EXERCISE MATERIAL:
*** Begin section ***

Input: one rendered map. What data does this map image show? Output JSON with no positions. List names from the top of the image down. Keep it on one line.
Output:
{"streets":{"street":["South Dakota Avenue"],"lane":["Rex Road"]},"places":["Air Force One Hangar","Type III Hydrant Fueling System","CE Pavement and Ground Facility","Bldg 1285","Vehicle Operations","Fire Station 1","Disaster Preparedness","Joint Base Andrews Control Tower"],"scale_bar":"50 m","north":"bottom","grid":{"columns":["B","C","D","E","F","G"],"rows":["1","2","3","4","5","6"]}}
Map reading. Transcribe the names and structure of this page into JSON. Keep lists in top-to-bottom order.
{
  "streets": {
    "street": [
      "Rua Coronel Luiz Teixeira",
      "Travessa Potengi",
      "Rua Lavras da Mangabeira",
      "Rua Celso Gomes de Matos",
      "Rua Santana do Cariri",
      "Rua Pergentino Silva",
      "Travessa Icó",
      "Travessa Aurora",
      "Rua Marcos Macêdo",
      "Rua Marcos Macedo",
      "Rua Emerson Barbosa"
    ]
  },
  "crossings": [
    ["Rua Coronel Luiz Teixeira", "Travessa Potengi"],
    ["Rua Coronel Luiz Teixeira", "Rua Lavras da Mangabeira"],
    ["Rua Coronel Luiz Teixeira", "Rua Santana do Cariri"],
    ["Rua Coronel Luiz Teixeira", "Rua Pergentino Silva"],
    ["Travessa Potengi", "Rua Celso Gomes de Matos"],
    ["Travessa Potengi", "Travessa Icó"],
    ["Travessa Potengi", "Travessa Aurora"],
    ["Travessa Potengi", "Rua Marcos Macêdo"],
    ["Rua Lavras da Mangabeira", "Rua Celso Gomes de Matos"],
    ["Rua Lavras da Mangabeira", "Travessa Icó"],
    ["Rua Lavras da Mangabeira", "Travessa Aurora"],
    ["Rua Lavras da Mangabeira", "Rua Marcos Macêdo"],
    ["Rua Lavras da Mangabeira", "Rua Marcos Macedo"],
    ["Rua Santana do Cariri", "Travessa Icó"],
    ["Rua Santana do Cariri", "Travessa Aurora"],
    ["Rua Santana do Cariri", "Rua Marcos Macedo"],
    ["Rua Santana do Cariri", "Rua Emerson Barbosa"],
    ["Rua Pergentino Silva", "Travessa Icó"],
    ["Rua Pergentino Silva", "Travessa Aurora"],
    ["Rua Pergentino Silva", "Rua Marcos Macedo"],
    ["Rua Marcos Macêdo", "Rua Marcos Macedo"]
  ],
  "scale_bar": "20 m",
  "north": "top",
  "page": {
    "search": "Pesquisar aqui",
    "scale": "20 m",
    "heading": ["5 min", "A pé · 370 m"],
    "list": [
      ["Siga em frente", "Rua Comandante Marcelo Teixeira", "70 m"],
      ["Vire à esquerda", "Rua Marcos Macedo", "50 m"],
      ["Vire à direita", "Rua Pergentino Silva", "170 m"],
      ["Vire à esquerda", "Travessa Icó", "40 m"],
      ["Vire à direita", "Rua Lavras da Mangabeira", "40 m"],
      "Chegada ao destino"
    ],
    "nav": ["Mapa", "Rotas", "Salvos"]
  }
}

*** End section ***

TASK OBJECTIVE: Above are the records; reproduce all of them exactly.

REPLY:
Input: one rendered map. What data does this map image show? Output JSON with no positions. List names from the top of the image down. Keep it on one line.
Output:
{"streets":{"street":["South Dakota Avenue"],"lane":["Rex Road"]},"places":["Air Force One Hangar","Type III Hydrant Fueling System","CE Pavement and Ground Facility","Bldg 1285","Vehicle Operations","Fire Station 1","Disaster Preparedness","Joint Base Andrews Control Tower"],"scale_bar":"50 m","north":"bottom","grid":{"columns":["B","C","D","E","F","G"],"rows":["1","2","3","4","5","6"]}}
Map reading. Transcribe the names and structure of this page into JSON. Keep lists in top-to-bottom order.
{
  "streets": {
    "street": [
      "Rua Coronel Luiz Teixeira",
      "Travessa Potengi",
      "Rua Lavras da Mangabeira",
      "Rua Celso Gomes de Matos",
      "Rua Santana do Cariri",
      "Rua Pergentino Silva",
      "Travessa Icó",
      "Travessa Aurora",
      "Rua Marcos Macêdo",
      "Rua Marcos Macedo",
      "Rua Emerson Barbosa"
    ]
  },
  "crossings": [
    ["Rua Coronel Luiz Teixeira", "Travessa Potengi"],
    ["Rua Coronel Luiz Teixeira", "Rua Lavras da Mangabeira"],
    ["Rua Coronel Luiz Teixeira", "Rua Santana do Cariri"],
    ["Rua Coronel Luiz Teixeira", "Rua Pergentino Silva"],
    ["Travessa Potengi", "Rua Celso Gomes de Matos"],
    ["Travessa Potengi", "Travessa Icó"],
    ["Travessa Potengi", "Travessa Aurora"],
    ["Travessa Potengi", "Rua Marcos Macêdo"],
    ["Rua Lavras da Mangabeira", "Rua Celso Gomes de Matos"],
    ["Rua Lavras da Mangabeira", "Travessa Icó"],
    ["Rua Lavras da Mangabeira", "Travessa Aurora"],
    ["Rua Lavras da Mangabeira", "Rua Marcos Macêdo"],
    ["Rua Lavras da Mangabeira", "Rua Marcos Macedo"],
    ["Rua Santana do Cariri", "Travessa Icó"],
    ["Rua Santana do Cariri", "Travessa Aurora"],
    ["Rua Santana do Cariri", "Rua Marcos Macedo"],
    ["Rua Santana do Cariri", "Rua Emerson Barbosa"],
    ["Rua Pergentino Silva", "Travessa Icó"],
    ["Rua Pergentino Silva", "Travessa Aurora"],
    ["Rua Pergentino Silva", "Rua Marcos Macedo"],
    ["Rua Marcos Macêdo", "Rua Marcos Macedo"]
  ],
  "scale_bar": "20 m",
  "north": "top",
  "page": {
    "search": "Pesquisar aqui",
    "scale": "20 m",
    "heading": ["5 min", "A pé · 370 m"],
    "list": [
      ["Siga em frente", "Rua Comandante Marcelo Teixeira", "70 m"],
      ["Vire à esquerda", "Rua Marcos Macedo", "50 m"],
      ["Vire à direita", "Rua Pergentino Silva", "170 m"],
      ["Vire à esquerda", "Travessa Icó", "40 m"],
      ["Vire à direita", "Rua Lavras da Mangabeira", "40 m"],
      "Chegada ao destino"
    ],
    "nav": ["Mapa", "Rotas", "Salvos"]
  }
}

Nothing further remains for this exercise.